**What is needed**
Gather all lines in the records below that include the word "block".

**Data for this task**

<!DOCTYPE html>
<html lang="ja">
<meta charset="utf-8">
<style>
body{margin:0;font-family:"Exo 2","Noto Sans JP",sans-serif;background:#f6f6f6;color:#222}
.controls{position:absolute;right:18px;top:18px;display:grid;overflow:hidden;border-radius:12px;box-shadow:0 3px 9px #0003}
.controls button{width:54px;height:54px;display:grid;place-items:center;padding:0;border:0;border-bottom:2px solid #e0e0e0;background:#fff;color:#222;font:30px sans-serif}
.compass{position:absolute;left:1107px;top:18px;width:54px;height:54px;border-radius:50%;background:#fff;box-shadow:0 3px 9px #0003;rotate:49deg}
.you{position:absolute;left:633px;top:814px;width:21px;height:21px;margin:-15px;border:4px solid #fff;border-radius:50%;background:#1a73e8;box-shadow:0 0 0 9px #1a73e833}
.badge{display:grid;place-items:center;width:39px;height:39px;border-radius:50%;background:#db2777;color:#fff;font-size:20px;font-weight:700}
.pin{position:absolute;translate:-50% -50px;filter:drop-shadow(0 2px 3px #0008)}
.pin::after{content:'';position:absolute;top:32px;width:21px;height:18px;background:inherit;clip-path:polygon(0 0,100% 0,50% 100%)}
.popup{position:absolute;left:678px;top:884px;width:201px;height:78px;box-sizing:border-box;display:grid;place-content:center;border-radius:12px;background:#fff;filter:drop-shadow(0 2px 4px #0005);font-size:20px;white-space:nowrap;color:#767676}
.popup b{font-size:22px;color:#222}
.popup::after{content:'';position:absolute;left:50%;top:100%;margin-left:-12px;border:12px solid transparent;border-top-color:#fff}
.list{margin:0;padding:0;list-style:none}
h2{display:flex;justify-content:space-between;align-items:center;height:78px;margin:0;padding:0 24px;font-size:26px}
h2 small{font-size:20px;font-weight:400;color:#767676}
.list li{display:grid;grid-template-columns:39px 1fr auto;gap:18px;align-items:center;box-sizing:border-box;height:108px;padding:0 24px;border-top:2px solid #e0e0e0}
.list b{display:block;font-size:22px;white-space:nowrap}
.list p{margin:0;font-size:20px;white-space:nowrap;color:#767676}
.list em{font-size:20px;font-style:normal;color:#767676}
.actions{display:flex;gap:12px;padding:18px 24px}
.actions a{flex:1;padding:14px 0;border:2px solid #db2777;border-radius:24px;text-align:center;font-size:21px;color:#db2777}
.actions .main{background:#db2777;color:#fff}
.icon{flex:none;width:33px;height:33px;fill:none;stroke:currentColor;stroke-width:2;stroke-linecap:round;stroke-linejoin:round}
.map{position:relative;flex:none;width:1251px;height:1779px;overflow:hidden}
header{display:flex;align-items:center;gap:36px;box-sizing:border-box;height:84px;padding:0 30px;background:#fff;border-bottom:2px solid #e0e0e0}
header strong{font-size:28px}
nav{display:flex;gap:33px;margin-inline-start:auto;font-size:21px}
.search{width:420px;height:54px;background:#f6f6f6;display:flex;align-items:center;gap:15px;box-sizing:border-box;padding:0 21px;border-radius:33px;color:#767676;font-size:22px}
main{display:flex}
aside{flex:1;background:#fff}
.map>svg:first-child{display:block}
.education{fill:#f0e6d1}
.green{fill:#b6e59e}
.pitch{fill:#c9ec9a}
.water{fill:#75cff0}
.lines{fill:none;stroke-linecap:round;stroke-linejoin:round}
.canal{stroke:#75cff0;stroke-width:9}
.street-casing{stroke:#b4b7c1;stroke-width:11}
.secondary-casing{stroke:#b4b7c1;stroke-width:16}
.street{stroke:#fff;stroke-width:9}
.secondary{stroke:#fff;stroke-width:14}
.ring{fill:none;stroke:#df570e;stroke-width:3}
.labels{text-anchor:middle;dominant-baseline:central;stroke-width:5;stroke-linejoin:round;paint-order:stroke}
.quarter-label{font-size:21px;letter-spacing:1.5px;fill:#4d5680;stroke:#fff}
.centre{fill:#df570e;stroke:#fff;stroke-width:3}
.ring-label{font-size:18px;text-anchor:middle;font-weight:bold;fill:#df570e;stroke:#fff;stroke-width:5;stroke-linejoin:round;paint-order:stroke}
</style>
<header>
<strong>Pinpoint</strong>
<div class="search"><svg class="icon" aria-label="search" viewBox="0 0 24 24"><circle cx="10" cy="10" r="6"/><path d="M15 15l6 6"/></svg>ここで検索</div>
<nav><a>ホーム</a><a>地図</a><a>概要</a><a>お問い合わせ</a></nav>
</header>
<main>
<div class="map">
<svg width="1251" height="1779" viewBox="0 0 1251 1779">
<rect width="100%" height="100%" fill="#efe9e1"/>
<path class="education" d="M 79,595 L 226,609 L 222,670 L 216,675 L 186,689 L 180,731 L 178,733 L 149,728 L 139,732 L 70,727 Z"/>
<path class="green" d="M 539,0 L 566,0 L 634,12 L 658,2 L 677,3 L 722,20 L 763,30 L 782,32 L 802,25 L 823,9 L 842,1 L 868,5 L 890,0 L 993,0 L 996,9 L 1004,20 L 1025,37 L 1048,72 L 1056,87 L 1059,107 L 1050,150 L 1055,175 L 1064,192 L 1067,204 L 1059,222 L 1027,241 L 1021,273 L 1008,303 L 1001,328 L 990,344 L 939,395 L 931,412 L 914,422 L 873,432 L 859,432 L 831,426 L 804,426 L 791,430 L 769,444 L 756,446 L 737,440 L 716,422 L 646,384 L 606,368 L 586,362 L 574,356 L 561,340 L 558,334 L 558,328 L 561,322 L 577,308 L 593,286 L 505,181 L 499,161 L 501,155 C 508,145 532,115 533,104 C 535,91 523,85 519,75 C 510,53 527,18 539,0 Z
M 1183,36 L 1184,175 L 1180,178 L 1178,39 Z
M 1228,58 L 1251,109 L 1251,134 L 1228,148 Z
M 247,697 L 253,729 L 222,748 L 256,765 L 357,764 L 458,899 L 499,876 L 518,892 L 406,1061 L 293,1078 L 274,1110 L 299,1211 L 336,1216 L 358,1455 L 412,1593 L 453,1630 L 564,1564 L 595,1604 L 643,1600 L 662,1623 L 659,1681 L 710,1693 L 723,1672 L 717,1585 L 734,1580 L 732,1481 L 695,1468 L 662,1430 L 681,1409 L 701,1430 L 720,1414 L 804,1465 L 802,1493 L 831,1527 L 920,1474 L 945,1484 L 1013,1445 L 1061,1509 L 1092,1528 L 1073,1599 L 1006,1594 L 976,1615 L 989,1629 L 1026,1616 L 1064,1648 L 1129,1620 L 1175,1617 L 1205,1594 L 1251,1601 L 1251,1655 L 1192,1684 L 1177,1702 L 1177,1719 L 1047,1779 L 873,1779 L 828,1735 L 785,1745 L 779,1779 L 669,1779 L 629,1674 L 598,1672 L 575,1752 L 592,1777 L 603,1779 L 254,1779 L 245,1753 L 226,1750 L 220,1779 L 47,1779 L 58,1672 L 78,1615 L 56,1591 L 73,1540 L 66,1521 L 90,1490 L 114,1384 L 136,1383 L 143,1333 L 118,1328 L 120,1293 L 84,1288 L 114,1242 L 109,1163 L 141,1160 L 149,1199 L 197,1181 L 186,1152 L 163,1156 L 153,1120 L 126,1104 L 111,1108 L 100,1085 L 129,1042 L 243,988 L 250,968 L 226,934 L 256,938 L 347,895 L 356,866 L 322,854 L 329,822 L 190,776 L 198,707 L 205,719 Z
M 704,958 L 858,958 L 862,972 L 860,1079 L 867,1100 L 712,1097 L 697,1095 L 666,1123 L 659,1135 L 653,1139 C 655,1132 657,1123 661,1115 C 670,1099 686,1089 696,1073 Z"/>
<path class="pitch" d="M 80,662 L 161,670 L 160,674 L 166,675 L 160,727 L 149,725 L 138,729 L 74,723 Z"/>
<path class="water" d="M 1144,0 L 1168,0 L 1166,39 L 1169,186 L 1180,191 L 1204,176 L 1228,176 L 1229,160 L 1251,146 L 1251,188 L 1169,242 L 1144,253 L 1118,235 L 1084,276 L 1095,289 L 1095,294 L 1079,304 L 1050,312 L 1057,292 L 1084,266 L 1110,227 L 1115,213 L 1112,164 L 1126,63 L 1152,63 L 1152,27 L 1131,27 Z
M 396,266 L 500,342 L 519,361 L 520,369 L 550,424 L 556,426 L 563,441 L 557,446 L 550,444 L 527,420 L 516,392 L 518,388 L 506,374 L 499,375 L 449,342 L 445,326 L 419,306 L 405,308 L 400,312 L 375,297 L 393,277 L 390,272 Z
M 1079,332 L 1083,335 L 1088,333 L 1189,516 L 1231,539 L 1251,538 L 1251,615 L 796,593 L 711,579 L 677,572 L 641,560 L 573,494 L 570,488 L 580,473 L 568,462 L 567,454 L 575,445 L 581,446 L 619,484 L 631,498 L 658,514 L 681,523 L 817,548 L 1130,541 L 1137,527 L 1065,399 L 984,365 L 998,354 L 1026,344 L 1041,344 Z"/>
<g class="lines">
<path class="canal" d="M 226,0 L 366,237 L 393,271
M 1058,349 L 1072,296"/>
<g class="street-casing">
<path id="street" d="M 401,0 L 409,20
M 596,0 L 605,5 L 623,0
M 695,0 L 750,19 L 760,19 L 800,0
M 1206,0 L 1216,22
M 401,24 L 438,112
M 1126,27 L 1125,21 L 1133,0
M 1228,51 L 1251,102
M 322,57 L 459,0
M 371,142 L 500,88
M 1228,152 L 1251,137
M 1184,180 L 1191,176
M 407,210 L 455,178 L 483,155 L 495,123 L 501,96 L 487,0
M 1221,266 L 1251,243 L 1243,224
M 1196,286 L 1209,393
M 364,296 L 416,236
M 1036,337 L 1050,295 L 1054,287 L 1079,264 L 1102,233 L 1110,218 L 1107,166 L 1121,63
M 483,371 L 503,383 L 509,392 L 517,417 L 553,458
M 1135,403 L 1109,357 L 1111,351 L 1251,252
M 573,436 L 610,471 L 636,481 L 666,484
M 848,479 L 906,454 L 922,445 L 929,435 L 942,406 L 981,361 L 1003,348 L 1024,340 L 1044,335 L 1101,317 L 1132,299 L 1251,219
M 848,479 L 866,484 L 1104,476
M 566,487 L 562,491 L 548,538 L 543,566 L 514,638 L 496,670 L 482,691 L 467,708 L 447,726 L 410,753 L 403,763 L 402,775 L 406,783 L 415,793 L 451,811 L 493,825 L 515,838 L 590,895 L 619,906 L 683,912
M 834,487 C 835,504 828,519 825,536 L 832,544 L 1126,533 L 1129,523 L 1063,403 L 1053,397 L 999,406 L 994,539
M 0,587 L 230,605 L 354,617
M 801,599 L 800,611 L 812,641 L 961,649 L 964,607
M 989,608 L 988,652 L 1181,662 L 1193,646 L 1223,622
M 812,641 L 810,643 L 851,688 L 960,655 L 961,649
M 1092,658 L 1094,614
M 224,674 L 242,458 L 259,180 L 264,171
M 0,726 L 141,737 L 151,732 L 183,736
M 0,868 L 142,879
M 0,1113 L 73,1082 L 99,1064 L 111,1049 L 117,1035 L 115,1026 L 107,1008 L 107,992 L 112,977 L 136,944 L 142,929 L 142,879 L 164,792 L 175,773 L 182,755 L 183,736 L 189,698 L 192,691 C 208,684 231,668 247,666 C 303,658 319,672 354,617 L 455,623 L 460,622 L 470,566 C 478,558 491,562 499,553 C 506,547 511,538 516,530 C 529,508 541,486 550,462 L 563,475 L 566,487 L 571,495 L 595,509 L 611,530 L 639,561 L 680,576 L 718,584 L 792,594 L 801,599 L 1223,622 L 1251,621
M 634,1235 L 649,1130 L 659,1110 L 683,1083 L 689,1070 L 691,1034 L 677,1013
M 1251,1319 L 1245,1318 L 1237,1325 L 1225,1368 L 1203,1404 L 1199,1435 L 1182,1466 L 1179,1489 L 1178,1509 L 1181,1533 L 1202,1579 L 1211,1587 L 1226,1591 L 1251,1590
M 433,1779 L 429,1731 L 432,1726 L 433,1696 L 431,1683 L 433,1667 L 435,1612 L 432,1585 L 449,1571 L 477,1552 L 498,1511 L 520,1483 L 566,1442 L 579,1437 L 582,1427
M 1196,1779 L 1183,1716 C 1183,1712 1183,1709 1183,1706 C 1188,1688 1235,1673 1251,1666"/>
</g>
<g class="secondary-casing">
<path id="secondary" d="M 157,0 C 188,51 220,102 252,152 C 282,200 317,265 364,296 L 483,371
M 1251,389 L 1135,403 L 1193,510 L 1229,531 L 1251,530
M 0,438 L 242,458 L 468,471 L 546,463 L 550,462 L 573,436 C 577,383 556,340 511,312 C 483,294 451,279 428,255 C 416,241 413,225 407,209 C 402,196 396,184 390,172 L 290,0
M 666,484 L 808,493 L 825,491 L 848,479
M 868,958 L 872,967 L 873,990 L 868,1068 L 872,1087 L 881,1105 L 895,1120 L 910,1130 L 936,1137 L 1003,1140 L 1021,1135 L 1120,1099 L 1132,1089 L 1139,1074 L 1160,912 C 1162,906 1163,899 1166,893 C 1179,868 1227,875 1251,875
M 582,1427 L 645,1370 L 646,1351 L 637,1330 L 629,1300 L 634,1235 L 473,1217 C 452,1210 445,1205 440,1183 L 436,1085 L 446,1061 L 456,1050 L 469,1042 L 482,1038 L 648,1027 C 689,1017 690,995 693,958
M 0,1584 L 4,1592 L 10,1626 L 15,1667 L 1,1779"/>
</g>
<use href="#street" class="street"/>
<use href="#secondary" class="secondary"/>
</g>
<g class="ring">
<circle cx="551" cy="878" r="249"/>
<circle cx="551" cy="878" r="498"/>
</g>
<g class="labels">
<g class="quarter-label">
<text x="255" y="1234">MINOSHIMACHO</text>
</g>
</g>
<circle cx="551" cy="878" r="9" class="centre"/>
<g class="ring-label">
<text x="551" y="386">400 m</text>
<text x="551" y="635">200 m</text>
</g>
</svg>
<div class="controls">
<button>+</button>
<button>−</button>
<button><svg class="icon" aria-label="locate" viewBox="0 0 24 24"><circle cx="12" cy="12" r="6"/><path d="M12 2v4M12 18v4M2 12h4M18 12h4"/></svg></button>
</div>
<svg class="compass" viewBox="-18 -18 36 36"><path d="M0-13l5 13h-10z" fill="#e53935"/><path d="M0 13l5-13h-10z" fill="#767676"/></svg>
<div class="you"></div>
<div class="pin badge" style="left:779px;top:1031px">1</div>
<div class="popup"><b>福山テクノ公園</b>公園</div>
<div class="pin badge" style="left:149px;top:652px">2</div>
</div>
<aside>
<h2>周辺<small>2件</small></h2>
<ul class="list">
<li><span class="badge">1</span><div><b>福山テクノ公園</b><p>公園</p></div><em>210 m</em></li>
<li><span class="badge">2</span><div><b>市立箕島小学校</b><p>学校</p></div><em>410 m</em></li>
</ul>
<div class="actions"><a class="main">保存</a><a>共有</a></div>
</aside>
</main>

**Answer section**
.list b{display:block;font-size:22px;white-space:nowrap}
.map>svg:first-child{display:block}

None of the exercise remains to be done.